**Assigned task:**
Your answer should be every line of the entries that has the string "position" in it.

[Stored items]

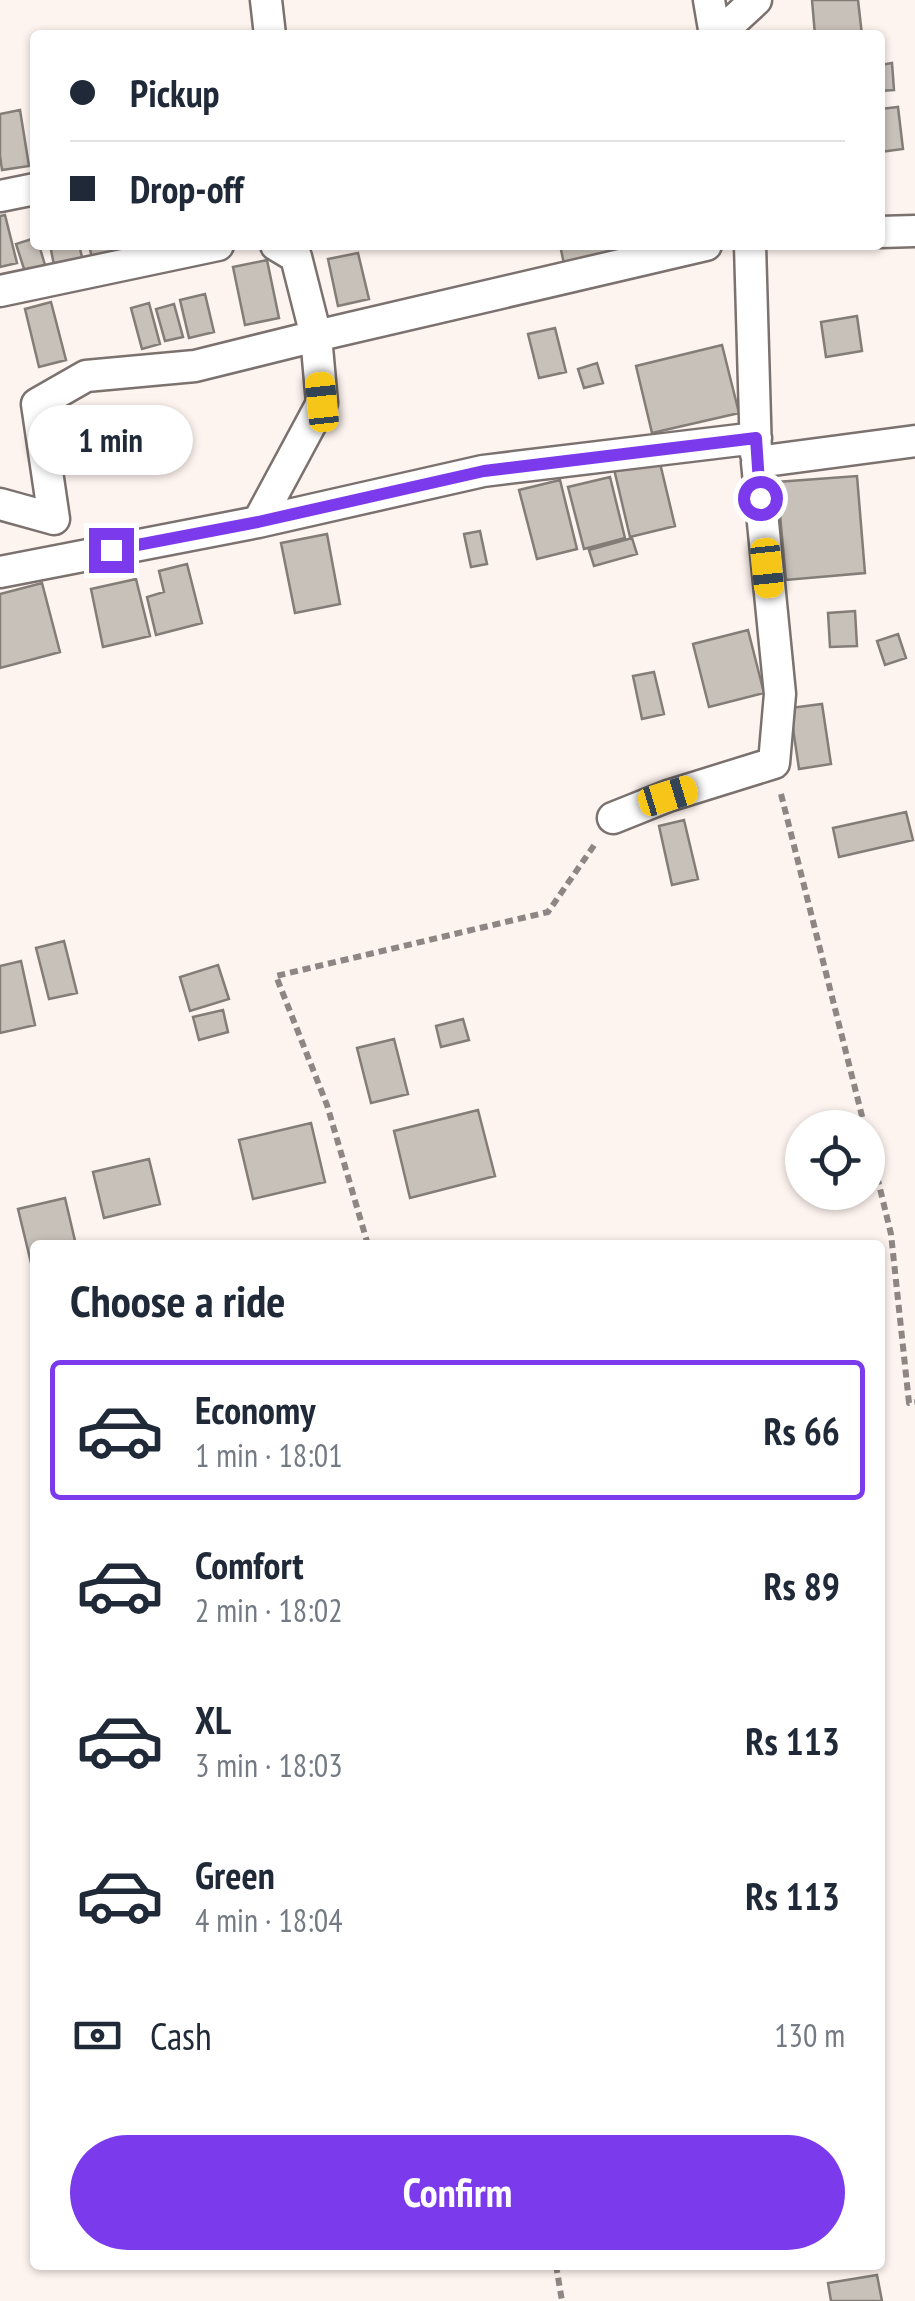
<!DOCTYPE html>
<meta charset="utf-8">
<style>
body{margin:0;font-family:"PT Sans Narrow",sans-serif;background:#f6f6f7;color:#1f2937;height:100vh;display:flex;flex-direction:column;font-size:38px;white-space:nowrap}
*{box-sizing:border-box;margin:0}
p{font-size:32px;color:#747a83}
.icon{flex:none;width:55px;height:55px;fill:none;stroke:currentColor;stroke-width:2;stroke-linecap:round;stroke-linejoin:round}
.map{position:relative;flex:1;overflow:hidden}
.details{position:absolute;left:30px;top:1240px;width:855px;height:1030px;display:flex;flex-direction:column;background:#fff;border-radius:10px;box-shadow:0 2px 8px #0004}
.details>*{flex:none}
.banner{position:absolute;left:30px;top:30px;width:855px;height:220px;border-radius:10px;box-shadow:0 2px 8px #0004;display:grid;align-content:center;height:220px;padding:0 40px;background:#fff}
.buttons{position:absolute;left:785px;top:1110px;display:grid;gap:20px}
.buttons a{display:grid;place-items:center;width:100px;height:100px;border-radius:50%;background:#fff;box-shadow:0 2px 8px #0004;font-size:50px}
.end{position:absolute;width:45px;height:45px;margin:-22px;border:12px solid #7c3aed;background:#fff;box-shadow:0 0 0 5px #fff}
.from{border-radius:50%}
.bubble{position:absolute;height:70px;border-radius:35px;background:#fff;box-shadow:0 2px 8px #0004;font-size:32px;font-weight:700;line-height:70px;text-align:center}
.car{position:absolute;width:30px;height:60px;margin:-30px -15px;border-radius:12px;box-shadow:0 0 8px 2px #0007;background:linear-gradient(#f5c518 24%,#345 0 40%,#f5c518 0 76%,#345 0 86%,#f5c518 0)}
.banner b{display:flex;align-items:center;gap:35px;height:95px;font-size:38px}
.banner b+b{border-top:2px solid #e0e1e3}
.banner i{width:25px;height:25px;background:#1f2937}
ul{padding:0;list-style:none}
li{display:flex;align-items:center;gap:30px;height:140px;margin:0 20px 15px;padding:0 20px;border:5px solid transparent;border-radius:10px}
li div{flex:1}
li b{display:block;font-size:38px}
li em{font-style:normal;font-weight:700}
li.current{border-color:#7c3aed}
li>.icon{width:90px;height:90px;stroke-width:1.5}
h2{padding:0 40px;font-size:45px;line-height:120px}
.pay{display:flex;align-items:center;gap:25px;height:110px;padding:0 40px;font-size:38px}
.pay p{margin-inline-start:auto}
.button{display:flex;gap:20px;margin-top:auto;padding:20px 40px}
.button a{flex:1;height:115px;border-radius:60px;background:#7c3aed;color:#fff;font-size:40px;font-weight:700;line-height:115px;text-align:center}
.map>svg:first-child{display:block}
.building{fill:#c8c1ba;stroke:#837d77;stroke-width:2.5}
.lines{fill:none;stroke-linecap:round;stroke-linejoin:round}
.minor-casing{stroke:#7b726f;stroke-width:35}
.path{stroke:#8d8684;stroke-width:6;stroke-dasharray:8 5;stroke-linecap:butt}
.minor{stroke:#fff;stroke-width:30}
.route{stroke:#7c3aed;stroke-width:12}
</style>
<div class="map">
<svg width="915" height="2301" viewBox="0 0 915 2301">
<rect width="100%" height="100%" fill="#fdf3ef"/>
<!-- building -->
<path class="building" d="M812,0H858L862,35H815Z
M892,63L894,90L880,91V65Z
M898,107L903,149L880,152V109Z
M20,110L29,166L2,170L0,156V114Z
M5,215L17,263L0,267V216Z
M35,238V245H39L45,265L25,272L16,244Z
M50,245H79L85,269L56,275Z
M89,245H114L115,253L92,258Z
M560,245H655L564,264Z
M358,253L369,299L338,306L328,259Z
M267,260L279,318L245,325L233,267Z
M205,294L214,332L189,338L180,300Z
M51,302L66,360L39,367L25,309Z
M149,303L160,344L142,349L131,308Z
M174,304L183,337L165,341L156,309Z
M857,316L862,351L826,357L821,322Z
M555,328L566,372L539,378L528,334Z
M722,345L739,413L652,433L636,366Z
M597,363L603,383L584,388L578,369Z
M659,459L675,526L630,537L614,469Z
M857,476L865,573L786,580L777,482Z
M610,477L625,538L584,549L568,487Z
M560,480L577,549L537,559L519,490Z
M480,531L487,564L471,567L464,534Z
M327,534L340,604L295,613L281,543Z
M632,538L637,554L594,566L589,550Z
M187,564L202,623L156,635L147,597L164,592L159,571Z
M136,579L150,636L103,647L91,589Z
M42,583L60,652L0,668V594Z
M855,611L857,646L830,647L828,613Z
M748,630L764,693L709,707L693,644Z
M898,634L906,658L885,665L877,641Z
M654,672L664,714L642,719L633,676Z
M822,704L831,764L799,769L790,708Z
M906,812L913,840L839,857L833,828Z
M684,820L698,879L672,885L659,826Z
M64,941L77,993L49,999L36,948Z
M21,961L35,1025L0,1033V966Z
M218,965L229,999L190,1011L180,977Z
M223,1010L228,1032L199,1040L193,1017Z
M463,1019L469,1040L441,1047L436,1026Z
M394,1039L408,1094L371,1103L357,1048Z
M478,1110L495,1176L410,1198L394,1131Z
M311,1123L325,1182L253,1199L239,1140Z
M149,1159L160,1204L104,1218L93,1172Z
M65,1198L76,1245H35V1266L32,1267L18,1209Z
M877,2275L882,2301H831L828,2283Z"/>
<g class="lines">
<!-- minor casing -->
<g class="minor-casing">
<path id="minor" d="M266,0L270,35
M709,0L715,35
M718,35L756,0
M0,196L35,189
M880,232L915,231
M750,245L756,454
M0,291L218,245
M0,504L54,519L37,404L86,376L195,366L316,336L296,257L276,245
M258,522L483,471L756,438
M0,572L258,522L322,403L316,336L706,245
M613,818L668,796L774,763L780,694L757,462L915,441"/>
</g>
<!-- path -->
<path class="path" d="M781,794L865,1128
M868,1139L891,1234L909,1403L915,1402
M368,1245L327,1105L276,976L548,912L595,844
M556,2265L562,2301"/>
<!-- minor -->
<use href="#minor" class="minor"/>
</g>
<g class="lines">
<!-- route -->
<path class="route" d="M111,550L258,522L484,471L756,438L760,498"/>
</g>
</svg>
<div class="buttons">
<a><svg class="icon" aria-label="locate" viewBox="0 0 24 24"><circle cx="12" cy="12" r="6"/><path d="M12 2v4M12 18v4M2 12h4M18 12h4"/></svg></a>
</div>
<i class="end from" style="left:760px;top:498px"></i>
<i class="end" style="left:111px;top:550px"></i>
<div class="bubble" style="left:28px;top:405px;width:165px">1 min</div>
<i class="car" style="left:322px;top:402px;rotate:354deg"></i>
<i class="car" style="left:767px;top:568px;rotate:174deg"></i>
<i class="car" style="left:668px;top:796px;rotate:73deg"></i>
<div class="banner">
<b><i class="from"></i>Pickup</b>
<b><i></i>Drop-off</b>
</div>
<section class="details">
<h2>Choose a ride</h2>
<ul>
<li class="current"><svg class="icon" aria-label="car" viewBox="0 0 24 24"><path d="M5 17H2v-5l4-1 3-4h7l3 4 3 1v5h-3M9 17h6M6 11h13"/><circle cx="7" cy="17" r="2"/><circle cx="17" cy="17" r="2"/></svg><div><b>Economy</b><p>1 min · 18:01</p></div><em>Rs 66</em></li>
<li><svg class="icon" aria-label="car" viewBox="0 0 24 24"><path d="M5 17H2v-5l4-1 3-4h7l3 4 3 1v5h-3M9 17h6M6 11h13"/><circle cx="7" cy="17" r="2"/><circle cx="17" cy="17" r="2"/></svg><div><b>Comfort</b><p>2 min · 18:02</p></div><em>Rs 89</em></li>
<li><svg class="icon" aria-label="car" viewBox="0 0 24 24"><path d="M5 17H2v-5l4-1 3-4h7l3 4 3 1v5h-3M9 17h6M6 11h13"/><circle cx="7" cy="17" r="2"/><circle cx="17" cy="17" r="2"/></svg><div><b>XL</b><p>3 min · 18:03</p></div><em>Rs 113</em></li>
<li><svg class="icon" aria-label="car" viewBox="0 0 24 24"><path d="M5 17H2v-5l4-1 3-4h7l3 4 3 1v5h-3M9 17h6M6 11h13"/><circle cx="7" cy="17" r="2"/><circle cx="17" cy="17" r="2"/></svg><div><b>Green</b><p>4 min · 18:04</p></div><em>Rs 113</em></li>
</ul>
<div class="pay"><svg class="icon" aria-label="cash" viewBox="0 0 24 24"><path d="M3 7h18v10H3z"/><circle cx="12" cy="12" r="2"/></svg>Cash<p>130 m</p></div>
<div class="button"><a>Confirm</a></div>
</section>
</div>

**Answer to the exercise:**
.map{position:relative;flex:1;overflow:hidden}
.details{position:absolute;left:30px;top:1240px;width:855px;height:1030px;display:flex;flex-direction:column;background:#fff;border-radius:10px;box-shadow:0 2px 8px #0004}
.banner{position:absolute;left:30px;top:30px;width:855px;height:220px;border-radius:10px;box-shadow:0 2px 8px #0004;display:grid;align-content:center;height:220px;padding:0 40px;background:#fff}
.buttons{position:absolute;left:785px;top:1110px;display:grid;gap:20px}
.end{position:absolute;width:45px;height:45px;margin:-22px;border:12px solid #7c3aed;background:#fff;box-shadow:0 0 0 5px #fff}
.bubble{position:absolute;height:70px;border-radius:35px;background:#fff;box-shadow:0 2px 8px #0004;font-size:32px;font-weight:700;line-height:70px;text-align:center}
.car{position:absolute;width:30px;height:60px;margin:-30px -15px;border-radius:12px;box-shadow:0 0 8px 2px #0007;background:linear-gradient(#f5c518 24%,#345 0 40%,#f5c518 0 76%,#345 0 86%,#f5c518 0)}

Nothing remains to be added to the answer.